Dataset entries:

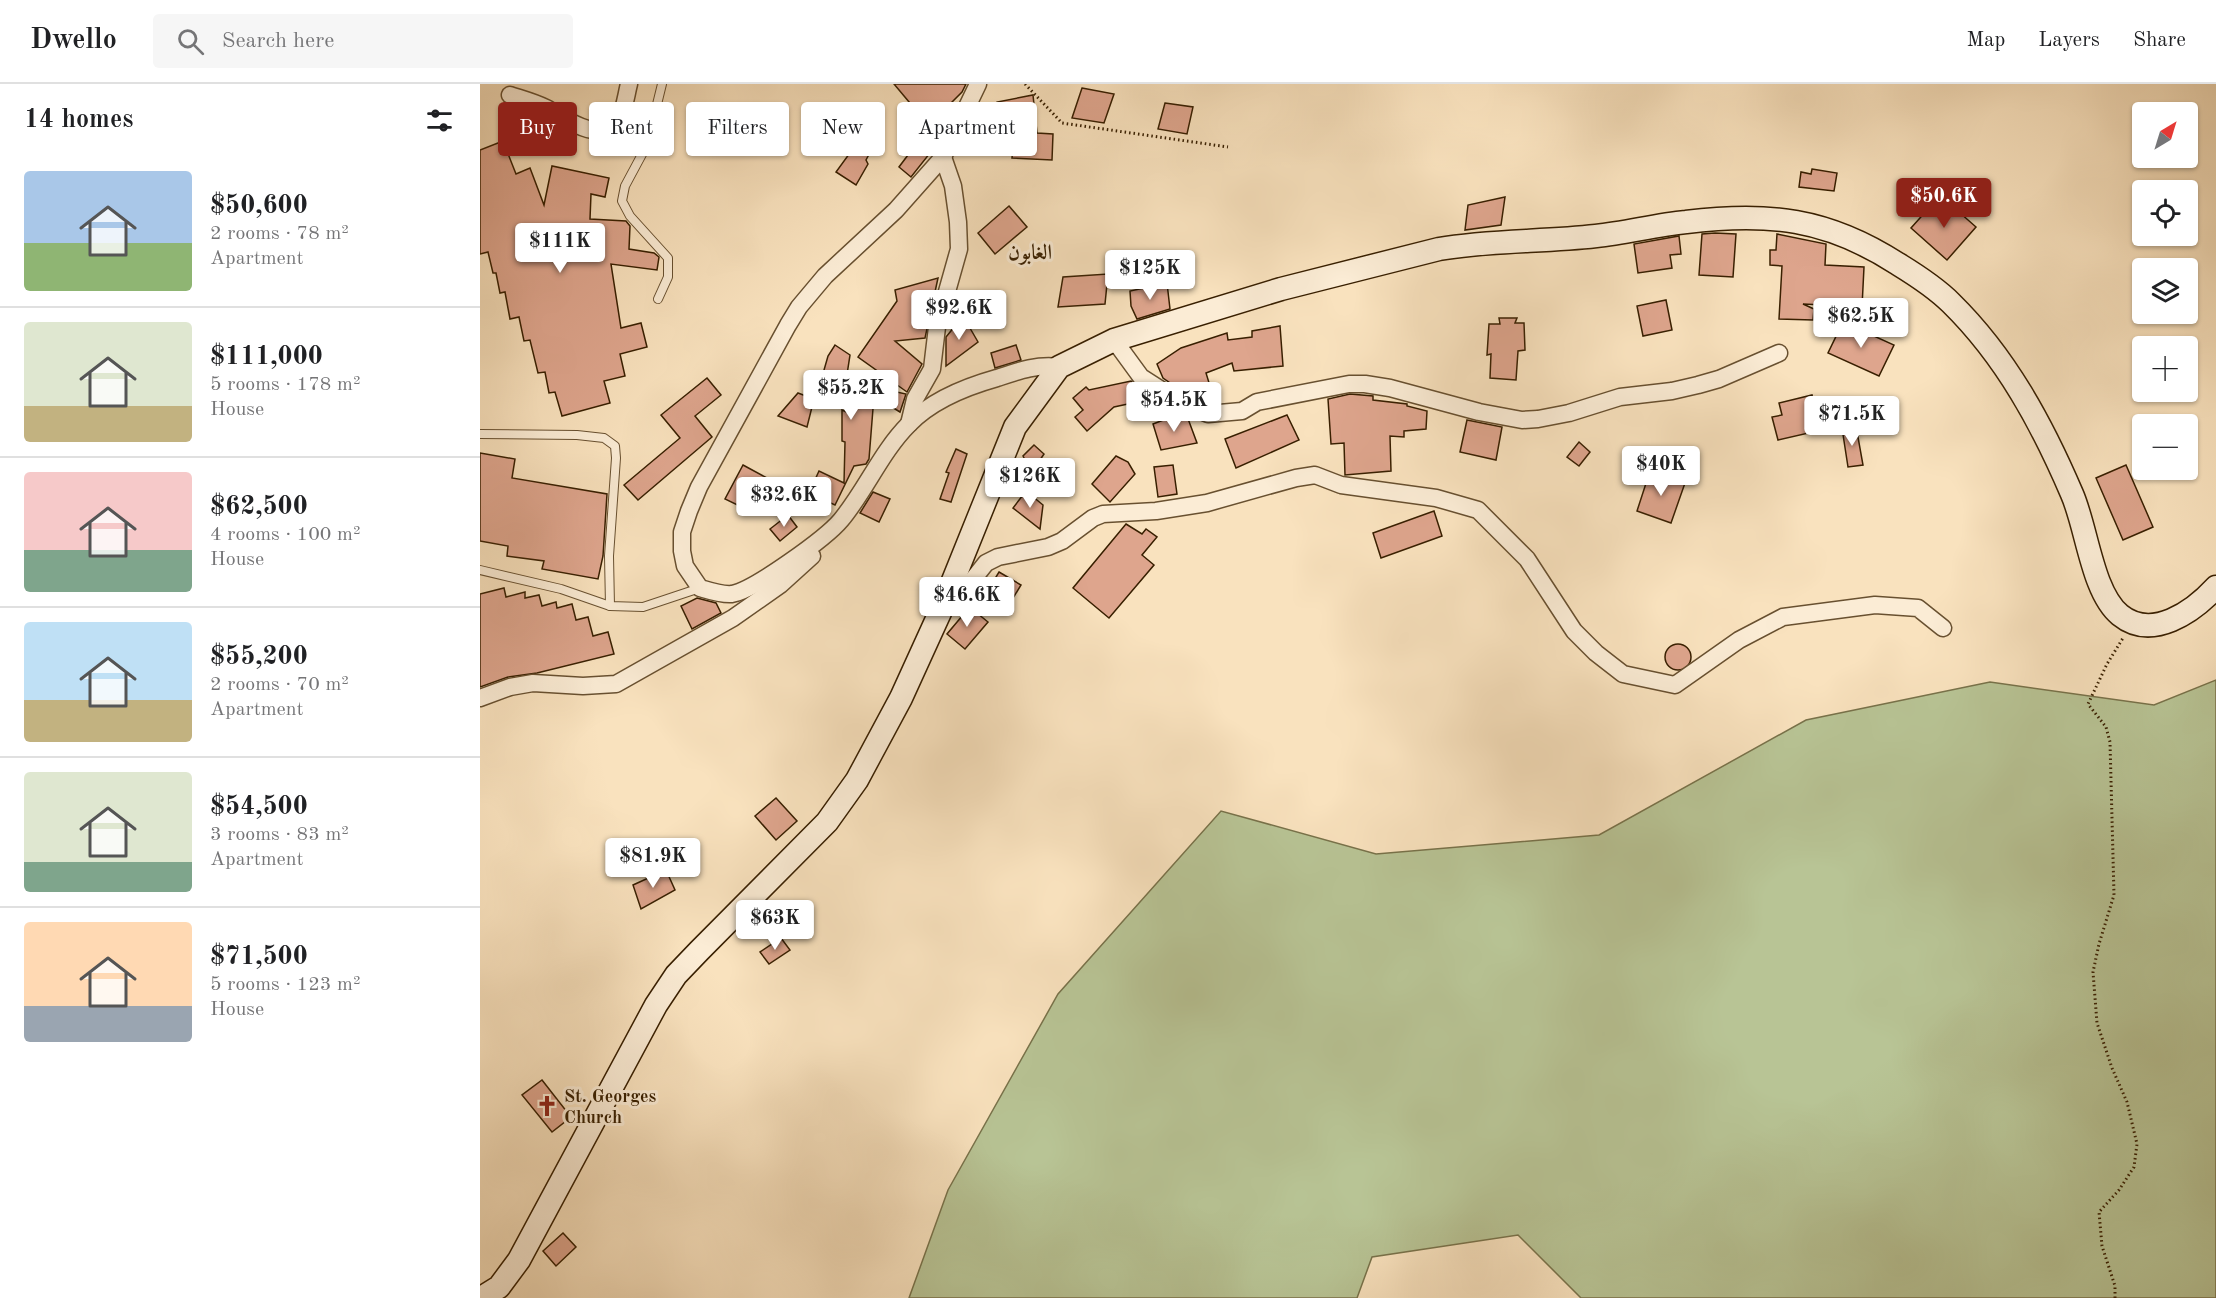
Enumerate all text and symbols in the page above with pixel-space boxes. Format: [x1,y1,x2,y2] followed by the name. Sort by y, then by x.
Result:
[153,14,573,68] search box
[174,25,207,58] icon: search
[30,27,117,55] text: Dwello
[222,30,334,52] text: Search here
[1966,30,2005,51] text: Map
[2038,30,2100,51] text: Layers
[2133,30,2186,51] text: Share
[498,102,577,156] chip: Buy
[589,102,674,156] chip: Rent
[686,102,789,156] chip: Filters
[801,102,885,156] chip: New
[897,102,1037,156] chip: Apartment
[2132,102,2198,168] north arrow
[2132,102,2198,480] map controls
[423,104,456,137] icon: filters
[24,107,133,133] text: 14 homes
[1895,178,1993,229] pin: $50.6K
[2132,180,2198,246] button: locate
[1910,187,1978,207] text: $50.6K
[210,193,308,219] text: $50,600
[72,195,144,267] icon: home
[518,223,602,274] pin: $111K
[210,224,349,244] text: 2 rooms · 78 m²
[529,232,591,252] text: $111K
[1008,242,1052,265] district label: الغابون
[210,249,304,269] text: Apartment
[1108,250,1192,301] pin: $125K
[2132,258,2198,324] button: layers
[1119,259,1181,279] text: $125K
[910,290,1008,341] pin: $92.6K
[1812,298,1910,349] pin: $62.5K
[925,299,993,319] text: $92.6K
[1827,307,1895,327] text: $62.5K
[2132,336,2198,402] button: +
[210,344,323,370] text: $111,000
[72,346,144,418] icon: home
[802,370,900,421] pin: $55.2K
[210,375,360,395] text: 5 rooms · 178 m²
[817,379,885,399] text: $55.2K
[1125,382,1223,433] pin: $54.5K
[1140,391,1208,411] text: $54.5K
[1803,396,1901,447] pin: $71.5K
[210,400,264,420] text: House
[1818,405,1886,425] text: $71.5K
[2132,414,2198,480] button: −
[1625,446,1697,497] pin: $40K
[1636,455,1686,475] text: $40K
[988,458,1072,509] pin: $126K
[999,467,1061,487] text: $126K
[735,477,833,528] pin: $32.6K
[750,486,818,506] text: $32.6K
[210,494,308,520] text: $62,500
[72,496,144,568] icon: home
[210,525,360,545] text: 4 rooms · 100 m²
[210,550,264,570] text: House
[918,577,1016,628] pin: $46.6K
[933,586,1001,606] text: $46.6K
[210,644,308,670] text: $55,200
[72,646,144,718] icon: home
[210,675,349,695] text: 2 rooms · 70 m²
[210,700,304,720] text: Apartment
[210,794,308,820] text: $54,500
[72,796,144,868] icon: home
[210,825,349,845] text: 3 rooms · 83 m²
[604,838,702,889] pin: $81.9K
[619,847,687,867] text: $81.9K
[210,850,304,870] text: Apartment
[739,900,811,951] pin: $63K
[750,909,800,929] text: $63K
[210,944,308,970] text: $71,500
[72,946,144,1018] icon: home
[210,975,360,995] text: 5 rooms · 123 m²
[210,1000,264,1020] text: House
[564,1088,657,1127] place label: St. Georges Church
[535,1094,559,1118] church icon: St. Georges Church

PROBLEM REQUIREMENTS:
Show every line of the records above that contains the word "Georges".

SOLUTION TO THIS TASK:
[564,1088,657,1127] place label: St. Georges Church
[535,1094,559,1118] church icon: St. Georges Church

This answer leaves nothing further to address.